Overview
This project aimed at evaluating the feasibility of reintroducing recycled aggregates (RA) sourced from concrete into the precast industry. A technical specification complementing the LNEC E471 specification was proposed after evaluating the properties of concretes produced with the incorporation of fine (FRA) and coarse (CRA) recycled aggregates.
The precast industry is an area of the construction sector in clear worldwide expansion; not only the construction times are shorter, but also a higher quality level is ensured Since precast production is a highly controlled environment, in its quality control processes substantial quantities of construction waste are generated. These wasted elements, made in high quality concrete, have a tremendous potential for incorporation on new concrete as recycled aggregates.
To ensure that the RA produced meet the demands of structural concrete, this project intended to optimize the crushing process used to obtain the RA. As such, the performance (herein always related to durability and mechanical behaviour) of concrete produced with two crushing processes was compared: a traditional process, with single primary crushing, and a two-step primary/secondary crushing process, analogous to the process currently used to obtain natural primary stone aggregates.
Using the two-step crushing process, the ability to produce concretes with a pre-determined mechanical strength capacity and different FRA and CRA incorporation ratios was also evaluated. The concretes that were crushed to produce the FRA and CRA of this study (source concrete - SC) had the mechanical properties desired for the recycled concrete. This auto-reproduction capacity was studied for three ranges of strength, from low mechanical performance concrete (20 - 30 MPa) to high performance concrete (60 - 70 MPa).
From these results, one of the tested SC was chosen and a complementary experimental campaign was conducted in order to determine the potential of its respective FRA and CRA in the production of concretes with different strength characteristics, with particular focus on high performance concrete (HPC).
Precast concrete elements are frequently produced with self-compacting concrete (SCC), relinquishing the need of fallible and costly mechanical vibration systems. The performance of SCC produced with different incorporation ratios of FRA and CRA was also evaluated.

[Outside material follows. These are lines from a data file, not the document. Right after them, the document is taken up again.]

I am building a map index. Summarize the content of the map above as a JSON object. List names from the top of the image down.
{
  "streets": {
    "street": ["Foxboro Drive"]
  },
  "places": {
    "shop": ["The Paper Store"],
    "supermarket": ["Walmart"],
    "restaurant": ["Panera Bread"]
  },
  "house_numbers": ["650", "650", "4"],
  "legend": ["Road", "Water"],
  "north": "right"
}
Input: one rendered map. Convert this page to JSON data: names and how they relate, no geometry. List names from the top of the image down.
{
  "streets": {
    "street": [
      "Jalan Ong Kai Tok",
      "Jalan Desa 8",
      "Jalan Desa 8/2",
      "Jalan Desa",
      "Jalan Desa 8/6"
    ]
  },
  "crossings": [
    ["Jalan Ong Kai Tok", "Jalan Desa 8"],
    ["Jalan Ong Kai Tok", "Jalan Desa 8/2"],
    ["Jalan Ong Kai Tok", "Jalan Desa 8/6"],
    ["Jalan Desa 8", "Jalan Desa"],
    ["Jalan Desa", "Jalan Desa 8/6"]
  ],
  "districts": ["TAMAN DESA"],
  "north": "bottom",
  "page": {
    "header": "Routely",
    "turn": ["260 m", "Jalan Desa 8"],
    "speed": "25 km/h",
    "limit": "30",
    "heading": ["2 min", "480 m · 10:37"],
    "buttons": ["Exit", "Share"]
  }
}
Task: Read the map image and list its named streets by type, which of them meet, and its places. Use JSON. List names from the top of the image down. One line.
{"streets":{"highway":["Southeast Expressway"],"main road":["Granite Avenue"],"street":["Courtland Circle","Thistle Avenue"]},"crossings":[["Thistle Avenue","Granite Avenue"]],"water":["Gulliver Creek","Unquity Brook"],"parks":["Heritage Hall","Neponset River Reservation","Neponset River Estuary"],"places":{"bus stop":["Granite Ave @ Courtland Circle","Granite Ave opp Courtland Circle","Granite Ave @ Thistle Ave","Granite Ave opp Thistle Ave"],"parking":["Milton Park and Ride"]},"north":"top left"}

A considerable share of structural precast elements is made with HPC allowing the reduction of weight and dimensions of the structural elements, easing transport and handling. The project included a research aimed at the execution and characterization of HPC (not exclusively with RA incorporation) with a compressive strength over 90 MPa. In this phase, the maximum ratio of FRA and CRA that could be incorporated on HPC of this strength level without increasing the environmental impact (due to the incorporation of admixtures, special cements or higher binder ratios) of the HPC production, when compared to conventional concrete production, was studied.
Finally, in order to allow the use of RA by the precast industry without theoretical restrictions related to possible rheological differences between RAC and conventional concrete, various recommendations regarding RA incorporation on concrete were established, complementing the scarce standards and specifications presently in practice.
The main objective of this project was to provide to the precast industry in particular, and to the structural concrete industry in general, an internationally innovative mean to use and value the waste produced, minimizing the use of natural resources and significantly reducing the environmental impact of the concrete industry.
The precast industry is an area of the construction sector in clear worldwide expansion; not only the construction times are shorter, but also a higher quality level is ensured Since precast production is a highly controlled environment, in its quality control processes substantial quantities of construction waste are generated. These wasted elements, made in high quality concrete, have a tremendous potential for incorporation on new concrete as recycled aggregates.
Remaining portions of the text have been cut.